● Task instructions
Report back each line of the records that contains the string "readable".

•••••

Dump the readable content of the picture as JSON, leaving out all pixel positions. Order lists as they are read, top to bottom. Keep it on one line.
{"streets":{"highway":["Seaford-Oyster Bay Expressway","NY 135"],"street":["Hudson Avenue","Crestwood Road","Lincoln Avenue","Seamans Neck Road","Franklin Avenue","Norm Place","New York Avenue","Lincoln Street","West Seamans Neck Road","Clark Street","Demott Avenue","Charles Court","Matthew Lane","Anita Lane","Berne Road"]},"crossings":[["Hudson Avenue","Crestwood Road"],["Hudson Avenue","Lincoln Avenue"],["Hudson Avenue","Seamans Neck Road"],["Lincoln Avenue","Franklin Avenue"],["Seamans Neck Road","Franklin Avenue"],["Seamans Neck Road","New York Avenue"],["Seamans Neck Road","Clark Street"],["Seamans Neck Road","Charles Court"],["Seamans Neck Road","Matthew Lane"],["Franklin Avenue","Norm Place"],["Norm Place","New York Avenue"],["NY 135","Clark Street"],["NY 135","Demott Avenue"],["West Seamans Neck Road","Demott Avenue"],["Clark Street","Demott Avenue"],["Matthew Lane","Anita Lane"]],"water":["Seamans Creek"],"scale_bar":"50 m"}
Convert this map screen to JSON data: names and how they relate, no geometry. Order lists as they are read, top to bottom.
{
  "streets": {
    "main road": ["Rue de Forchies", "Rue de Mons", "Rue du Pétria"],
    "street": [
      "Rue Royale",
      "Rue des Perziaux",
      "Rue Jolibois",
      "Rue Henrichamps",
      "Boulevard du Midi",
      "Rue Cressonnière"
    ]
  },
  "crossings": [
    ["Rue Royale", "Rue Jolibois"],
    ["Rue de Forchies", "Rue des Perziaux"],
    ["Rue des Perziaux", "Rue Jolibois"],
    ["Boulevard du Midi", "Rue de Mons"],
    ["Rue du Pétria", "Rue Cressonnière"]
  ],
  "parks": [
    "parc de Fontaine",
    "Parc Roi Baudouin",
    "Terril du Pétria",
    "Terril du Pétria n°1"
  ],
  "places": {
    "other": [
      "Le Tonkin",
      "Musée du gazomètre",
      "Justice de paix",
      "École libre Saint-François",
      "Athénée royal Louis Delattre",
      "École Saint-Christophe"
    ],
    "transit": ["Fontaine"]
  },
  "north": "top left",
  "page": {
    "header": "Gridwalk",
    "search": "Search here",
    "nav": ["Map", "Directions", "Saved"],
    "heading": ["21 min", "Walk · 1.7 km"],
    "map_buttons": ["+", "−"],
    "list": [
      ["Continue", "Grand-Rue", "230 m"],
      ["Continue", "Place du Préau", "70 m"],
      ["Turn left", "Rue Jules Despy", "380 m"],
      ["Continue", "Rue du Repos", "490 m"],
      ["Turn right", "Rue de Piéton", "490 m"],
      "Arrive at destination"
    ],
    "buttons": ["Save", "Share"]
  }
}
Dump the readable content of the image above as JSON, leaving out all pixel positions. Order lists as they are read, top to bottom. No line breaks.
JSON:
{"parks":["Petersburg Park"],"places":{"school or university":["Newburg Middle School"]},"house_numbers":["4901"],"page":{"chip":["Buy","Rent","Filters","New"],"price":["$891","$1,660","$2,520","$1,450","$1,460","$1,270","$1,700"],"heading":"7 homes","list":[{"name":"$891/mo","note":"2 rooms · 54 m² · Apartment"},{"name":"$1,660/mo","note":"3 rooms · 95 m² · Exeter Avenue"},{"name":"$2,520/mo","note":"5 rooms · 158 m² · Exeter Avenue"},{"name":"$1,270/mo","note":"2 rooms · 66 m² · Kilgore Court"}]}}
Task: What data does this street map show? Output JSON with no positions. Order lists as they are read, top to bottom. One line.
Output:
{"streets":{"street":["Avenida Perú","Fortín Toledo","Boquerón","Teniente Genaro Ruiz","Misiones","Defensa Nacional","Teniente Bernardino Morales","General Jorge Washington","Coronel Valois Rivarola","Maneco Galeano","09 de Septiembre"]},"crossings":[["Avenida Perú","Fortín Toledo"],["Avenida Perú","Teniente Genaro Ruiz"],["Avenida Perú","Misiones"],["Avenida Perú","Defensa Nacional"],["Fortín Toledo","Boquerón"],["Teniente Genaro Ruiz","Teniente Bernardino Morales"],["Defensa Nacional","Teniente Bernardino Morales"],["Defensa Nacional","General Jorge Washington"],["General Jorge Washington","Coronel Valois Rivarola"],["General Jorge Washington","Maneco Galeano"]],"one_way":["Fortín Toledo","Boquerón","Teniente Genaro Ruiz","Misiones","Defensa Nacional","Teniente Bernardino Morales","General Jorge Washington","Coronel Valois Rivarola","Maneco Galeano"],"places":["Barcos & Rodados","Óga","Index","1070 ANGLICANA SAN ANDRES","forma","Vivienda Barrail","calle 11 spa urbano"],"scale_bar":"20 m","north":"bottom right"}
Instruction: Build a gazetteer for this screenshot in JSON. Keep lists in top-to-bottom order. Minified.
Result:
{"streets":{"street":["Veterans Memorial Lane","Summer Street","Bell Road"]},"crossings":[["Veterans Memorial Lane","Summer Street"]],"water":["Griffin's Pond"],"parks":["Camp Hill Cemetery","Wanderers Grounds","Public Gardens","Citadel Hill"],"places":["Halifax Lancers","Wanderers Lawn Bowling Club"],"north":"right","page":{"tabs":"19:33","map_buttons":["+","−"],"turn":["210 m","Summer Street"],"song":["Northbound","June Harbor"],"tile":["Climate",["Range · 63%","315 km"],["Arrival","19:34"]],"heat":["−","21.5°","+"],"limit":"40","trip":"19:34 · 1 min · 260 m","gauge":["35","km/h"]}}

•••••

● Exercise solution
Dump the readable content of the picture as JSON, leaving out all pixel positions. Order lists as they are read, top to bottom. Keep it on one line.
Dump the readable content of the image above as JSON, leaving out all pixel positions. Order lists as they are read, top to bottom. No line breaks.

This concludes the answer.